Sinnet underlined that the MCAS software was put through hundreds of hours of analysis, laboratory testing, verification in a simulator, and it tested for in-flight certification test with Federal Aviation Administration (FAA) representatives in two flights.
"Flight control system will now compare inputs from both AOA sensors. If the sensors disagree by 5.5 degrees or more with the flaps retracted, MCAS will not activate. An indicator on the flight deck display will alert the pilots," he said.
He highlighted: "If MCAS is activated in non-normal conditions, it will only provide one input for each elevated AOA event. There are no known or envisioned failure conditions where MCAS will provide multiple inputs."
"MCAS can never command more stabilizer input than can be counteracted by the flight crew pulling back on the column. The pilots will continue to always have the ability to override MCAS and manually control the airplane," Sinnet added.
He stressed that the update eases the cabin crew's workload in non-normal flight situations.

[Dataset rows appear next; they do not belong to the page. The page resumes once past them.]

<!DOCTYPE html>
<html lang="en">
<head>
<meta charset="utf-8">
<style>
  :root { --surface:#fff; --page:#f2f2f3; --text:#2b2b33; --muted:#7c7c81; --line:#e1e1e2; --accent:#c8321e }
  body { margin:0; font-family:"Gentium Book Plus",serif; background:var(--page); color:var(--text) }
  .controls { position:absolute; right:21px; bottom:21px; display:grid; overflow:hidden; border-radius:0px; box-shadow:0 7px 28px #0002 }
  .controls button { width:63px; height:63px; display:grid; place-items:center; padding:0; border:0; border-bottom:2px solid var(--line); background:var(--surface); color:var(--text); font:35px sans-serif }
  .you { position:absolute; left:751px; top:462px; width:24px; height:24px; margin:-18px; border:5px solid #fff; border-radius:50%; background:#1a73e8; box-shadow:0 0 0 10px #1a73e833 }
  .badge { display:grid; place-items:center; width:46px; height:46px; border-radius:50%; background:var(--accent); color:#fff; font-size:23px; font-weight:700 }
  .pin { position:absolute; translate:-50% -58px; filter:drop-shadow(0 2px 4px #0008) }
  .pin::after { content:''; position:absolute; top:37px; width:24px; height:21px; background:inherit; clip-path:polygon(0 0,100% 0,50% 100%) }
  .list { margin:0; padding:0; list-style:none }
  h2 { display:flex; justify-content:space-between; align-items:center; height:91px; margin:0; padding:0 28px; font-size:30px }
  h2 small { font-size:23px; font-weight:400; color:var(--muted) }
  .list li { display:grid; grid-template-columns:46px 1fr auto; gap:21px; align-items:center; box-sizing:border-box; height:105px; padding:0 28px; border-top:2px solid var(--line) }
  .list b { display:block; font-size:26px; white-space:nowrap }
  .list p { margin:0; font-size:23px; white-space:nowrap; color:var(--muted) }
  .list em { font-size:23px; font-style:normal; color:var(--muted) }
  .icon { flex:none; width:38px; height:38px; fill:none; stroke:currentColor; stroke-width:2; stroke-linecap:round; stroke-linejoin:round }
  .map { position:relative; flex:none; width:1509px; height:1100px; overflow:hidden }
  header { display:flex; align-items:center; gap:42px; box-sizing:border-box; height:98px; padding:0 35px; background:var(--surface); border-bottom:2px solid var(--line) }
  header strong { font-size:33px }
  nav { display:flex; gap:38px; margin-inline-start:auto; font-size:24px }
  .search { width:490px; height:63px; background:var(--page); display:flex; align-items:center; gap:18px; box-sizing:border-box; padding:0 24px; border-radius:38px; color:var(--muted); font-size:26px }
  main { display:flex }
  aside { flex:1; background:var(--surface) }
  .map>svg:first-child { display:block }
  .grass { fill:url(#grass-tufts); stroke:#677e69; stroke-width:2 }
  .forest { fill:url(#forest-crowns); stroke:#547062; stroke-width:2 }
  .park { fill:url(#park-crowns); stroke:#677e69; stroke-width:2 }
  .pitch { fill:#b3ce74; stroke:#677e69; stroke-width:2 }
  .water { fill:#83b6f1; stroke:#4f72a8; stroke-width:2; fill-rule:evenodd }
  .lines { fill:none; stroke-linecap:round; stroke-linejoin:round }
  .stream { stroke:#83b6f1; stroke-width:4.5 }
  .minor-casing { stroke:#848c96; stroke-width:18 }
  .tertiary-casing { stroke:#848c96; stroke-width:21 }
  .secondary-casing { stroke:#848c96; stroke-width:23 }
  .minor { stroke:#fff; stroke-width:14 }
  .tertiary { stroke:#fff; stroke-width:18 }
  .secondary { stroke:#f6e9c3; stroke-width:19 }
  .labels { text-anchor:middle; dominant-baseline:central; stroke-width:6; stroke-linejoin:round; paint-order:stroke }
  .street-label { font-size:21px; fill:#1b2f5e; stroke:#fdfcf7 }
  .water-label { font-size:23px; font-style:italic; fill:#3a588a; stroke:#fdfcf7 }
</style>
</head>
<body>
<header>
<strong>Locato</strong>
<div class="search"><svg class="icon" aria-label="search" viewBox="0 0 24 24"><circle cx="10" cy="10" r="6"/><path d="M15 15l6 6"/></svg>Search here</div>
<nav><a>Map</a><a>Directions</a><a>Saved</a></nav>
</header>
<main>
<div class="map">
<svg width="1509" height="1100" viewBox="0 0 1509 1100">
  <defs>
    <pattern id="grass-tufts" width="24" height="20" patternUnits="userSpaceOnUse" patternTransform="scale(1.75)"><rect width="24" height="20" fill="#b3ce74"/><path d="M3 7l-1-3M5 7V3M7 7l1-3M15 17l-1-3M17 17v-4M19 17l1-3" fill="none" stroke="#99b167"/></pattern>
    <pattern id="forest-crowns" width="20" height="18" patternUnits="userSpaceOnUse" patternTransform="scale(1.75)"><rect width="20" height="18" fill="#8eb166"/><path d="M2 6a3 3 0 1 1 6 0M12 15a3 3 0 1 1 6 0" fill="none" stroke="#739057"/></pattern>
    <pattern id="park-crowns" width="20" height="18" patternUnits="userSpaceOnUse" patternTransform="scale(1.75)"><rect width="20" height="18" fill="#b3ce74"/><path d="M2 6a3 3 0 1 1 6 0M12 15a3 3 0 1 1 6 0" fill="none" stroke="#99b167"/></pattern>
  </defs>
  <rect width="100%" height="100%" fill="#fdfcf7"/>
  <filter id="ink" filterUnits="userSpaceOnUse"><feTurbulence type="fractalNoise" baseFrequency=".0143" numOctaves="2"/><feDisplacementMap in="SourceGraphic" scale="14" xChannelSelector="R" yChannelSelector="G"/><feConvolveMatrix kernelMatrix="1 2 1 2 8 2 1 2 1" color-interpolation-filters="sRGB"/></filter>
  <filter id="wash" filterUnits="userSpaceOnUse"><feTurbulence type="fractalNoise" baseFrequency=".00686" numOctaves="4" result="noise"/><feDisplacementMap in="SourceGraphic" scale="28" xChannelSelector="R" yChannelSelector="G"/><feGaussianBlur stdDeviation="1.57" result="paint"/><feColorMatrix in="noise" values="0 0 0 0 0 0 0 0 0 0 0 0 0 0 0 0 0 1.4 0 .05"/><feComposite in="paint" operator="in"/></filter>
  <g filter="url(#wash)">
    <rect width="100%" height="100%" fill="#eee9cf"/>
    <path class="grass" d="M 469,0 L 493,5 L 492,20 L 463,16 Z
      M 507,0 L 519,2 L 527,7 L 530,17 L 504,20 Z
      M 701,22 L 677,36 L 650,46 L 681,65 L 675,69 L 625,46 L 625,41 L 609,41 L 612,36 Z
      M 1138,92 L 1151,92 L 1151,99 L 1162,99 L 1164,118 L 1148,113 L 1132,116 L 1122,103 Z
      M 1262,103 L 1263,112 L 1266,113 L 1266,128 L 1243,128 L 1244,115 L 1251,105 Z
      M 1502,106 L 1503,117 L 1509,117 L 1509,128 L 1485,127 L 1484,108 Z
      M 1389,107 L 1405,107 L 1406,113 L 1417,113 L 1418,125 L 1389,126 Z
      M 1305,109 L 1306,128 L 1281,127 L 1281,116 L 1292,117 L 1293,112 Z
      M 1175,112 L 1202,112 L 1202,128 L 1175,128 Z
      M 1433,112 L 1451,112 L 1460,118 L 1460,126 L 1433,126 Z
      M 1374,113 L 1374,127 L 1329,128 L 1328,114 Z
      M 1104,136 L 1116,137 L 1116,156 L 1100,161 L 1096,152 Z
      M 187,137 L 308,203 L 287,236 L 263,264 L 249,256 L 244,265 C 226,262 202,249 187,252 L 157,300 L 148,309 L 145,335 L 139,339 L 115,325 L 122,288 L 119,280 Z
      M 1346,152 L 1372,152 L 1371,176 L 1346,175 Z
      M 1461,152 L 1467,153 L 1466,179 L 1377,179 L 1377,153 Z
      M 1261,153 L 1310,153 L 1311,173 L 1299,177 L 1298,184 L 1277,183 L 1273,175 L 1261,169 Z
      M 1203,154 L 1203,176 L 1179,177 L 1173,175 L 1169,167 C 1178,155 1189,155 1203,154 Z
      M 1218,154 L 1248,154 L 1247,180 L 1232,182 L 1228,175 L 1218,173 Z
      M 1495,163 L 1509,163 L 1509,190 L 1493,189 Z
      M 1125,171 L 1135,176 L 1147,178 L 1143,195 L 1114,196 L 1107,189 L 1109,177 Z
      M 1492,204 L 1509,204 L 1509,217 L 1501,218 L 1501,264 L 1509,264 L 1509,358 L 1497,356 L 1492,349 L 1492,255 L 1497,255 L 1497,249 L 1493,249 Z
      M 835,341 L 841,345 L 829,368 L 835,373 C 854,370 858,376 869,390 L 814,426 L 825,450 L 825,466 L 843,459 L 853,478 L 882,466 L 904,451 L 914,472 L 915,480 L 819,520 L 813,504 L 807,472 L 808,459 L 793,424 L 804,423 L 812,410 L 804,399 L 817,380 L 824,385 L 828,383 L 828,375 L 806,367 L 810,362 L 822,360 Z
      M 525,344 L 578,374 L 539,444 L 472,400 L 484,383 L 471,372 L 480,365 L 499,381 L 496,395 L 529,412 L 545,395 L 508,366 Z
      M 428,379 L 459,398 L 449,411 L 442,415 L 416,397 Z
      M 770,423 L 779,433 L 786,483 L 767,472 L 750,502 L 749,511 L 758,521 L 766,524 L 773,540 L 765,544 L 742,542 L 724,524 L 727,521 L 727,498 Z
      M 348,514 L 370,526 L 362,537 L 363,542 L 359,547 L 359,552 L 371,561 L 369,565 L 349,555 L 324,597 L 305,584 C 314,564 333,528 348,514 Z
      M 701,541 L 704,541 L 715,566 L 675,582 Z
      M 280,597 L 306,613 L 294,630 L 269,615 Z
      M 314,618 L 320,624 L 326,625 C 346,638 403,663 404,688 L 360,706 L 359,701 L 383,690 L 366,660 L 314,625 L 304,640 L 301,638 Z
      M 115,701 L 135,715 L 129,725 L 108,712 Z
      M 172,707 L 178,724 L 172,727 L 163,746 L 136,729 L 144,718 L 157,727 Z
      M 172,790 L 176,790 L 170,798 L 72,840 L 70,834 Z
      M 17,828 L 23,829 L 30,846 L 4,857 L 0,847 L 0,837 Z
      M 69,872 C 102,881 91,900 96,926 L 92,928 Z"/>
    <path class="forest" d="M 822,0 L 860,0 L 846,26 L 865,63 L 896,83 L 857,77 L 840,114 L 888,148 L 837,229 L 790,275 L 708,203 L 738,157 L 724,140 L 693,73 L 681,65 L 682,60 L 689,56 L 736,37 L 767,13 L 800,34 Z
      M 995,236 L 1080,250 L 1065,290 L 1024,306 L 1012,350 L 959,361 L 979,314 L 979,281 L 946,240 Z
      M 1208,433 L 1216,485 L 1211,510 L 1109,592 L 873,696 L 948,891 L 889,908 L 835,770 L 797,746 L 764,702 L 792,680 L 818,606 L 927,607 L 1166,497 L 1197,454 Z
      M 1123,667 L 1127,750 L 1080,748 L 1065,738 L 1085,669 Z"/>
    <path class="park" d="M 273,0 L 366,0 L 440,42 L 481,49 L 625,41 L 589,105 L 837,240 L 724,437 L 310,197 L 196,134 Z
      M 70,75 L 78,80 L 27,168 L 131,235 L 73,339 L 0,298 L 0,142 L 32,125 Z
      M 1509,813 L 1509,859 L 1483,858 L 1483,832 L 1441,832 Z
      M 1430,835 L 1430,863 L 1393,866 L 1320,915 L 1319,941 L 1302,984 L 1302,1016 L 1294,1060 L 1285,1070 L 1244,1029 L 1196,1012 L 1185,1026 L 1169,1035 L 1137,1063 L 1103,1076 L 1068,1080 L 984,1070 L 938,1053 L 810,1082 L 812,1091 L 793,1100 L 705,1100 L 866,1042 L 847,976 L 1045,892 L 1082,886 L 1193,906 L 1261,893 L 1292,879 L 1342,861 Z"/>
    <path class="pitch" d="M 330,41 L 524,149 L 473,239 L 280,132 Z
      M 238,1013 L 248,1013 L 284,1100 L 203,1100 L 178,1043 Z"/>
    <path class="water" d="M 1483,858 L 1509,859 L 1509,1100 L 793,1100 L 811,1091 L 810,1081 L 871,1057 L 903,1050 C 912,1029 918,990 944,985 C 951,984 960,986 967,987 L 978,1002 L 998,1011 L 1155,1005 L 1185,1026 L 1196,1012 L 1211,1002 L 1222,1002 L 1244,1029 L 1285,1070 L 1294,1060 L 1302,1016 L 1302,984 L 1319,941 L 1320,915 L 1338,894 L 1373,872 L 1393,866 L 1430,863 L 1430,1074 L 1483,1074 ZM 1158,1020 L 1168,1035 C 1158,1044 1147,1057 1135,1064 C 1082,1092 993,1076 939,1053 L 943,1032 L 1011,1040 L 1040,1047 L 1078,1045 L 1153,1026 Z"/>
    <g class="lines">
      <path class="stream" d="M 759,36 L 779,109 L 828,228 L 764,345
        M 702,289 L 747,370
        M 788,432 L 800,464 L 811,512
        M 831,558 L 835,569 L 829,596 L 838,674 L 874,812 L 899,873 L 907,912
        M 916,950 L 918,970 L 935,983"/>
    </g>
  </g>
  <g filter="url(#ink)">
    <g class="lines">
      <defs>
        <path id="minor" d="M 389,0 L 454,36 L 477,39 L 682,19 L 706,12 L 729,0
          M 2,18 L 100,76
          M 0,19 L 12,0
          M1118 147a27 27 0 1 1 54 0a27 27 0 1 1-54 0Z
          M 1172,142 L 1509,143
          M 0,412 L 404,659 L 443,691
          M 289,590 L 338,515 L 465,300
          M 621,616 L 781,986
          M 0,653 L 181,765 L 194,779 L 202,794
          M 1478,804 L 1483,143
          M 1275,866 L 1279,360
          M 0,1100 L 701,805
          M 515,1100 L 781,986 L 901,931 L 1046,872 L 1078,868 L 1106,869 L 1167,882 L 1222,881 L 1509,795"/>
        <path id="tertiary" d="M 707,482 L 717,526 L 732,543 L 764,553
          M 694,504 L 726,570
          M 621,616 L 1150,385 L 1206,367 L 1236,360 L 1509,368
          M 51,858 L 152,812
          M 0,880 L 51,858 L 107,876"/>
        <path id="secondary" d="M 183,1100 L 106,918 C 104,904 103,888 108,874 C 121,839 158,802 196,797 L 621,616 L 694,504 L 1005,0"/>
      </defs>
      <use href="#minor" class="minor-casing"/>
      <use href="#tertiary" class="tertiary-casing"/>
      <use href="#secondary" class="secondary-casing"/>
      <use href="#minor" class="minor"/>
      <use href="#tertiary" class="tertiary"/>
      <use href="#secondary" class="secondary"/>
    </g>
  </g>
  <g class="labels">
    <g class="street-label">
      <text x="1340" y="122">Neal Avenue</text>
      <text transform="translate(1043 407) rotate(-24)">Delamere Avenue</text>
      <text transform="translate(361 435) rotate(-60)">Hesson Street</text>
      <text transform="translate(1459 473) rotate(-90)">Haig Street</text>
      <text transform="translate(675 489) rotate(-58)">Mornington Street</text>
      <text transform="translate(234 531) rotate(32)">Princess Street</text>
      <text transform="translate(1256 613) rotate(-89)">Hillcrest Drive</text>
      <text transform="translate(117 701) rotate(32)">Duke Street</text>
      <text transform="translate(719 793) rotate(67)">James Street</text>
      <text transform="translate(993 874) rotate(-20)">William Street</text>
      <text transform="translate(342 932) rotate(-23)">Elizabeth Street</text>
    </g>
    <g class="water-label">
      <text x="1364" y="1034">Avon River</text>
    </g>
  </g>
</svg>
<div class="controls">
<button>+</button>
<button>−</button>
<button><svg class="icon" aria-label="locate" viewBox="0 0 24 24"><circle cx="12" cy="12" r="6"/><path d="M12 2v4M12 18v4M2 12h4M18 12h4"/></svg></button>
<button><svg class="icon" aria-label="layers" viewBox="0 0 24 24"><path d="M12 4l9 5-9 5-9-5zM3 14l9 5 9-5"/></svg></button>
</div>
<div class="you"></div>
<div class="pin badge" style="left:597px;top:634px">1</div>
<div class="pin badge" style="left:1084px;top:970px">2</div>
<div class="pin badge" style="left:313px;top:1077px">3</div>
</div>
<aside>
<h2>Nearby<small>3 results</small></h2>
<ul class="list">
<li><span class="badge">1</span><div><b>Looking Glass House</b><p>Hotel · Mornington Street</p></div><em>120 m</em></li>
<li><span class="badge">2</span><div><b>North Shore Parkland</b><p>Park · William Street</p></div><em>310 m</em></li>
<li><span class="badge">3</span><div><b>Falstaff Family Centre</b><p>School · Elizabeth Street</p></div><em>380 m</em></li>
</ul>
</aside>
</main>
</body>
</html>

Boeing will also add this update to the 21-day pilot training program for 737 type aircraft, he noted.
He added, after approval, the update will be accessible for all 737 MAX pilots.
On March 10, an Ethiopian Airlines Flight ET-302 crashed six minutes after takeoff from Addis Ababa Bole International Airport, killing 157 people on board.
The plane model was also involved in an October crash outside of Jakarta, Indonesia. All 189 people on board Lion Air flight JT610 were killed.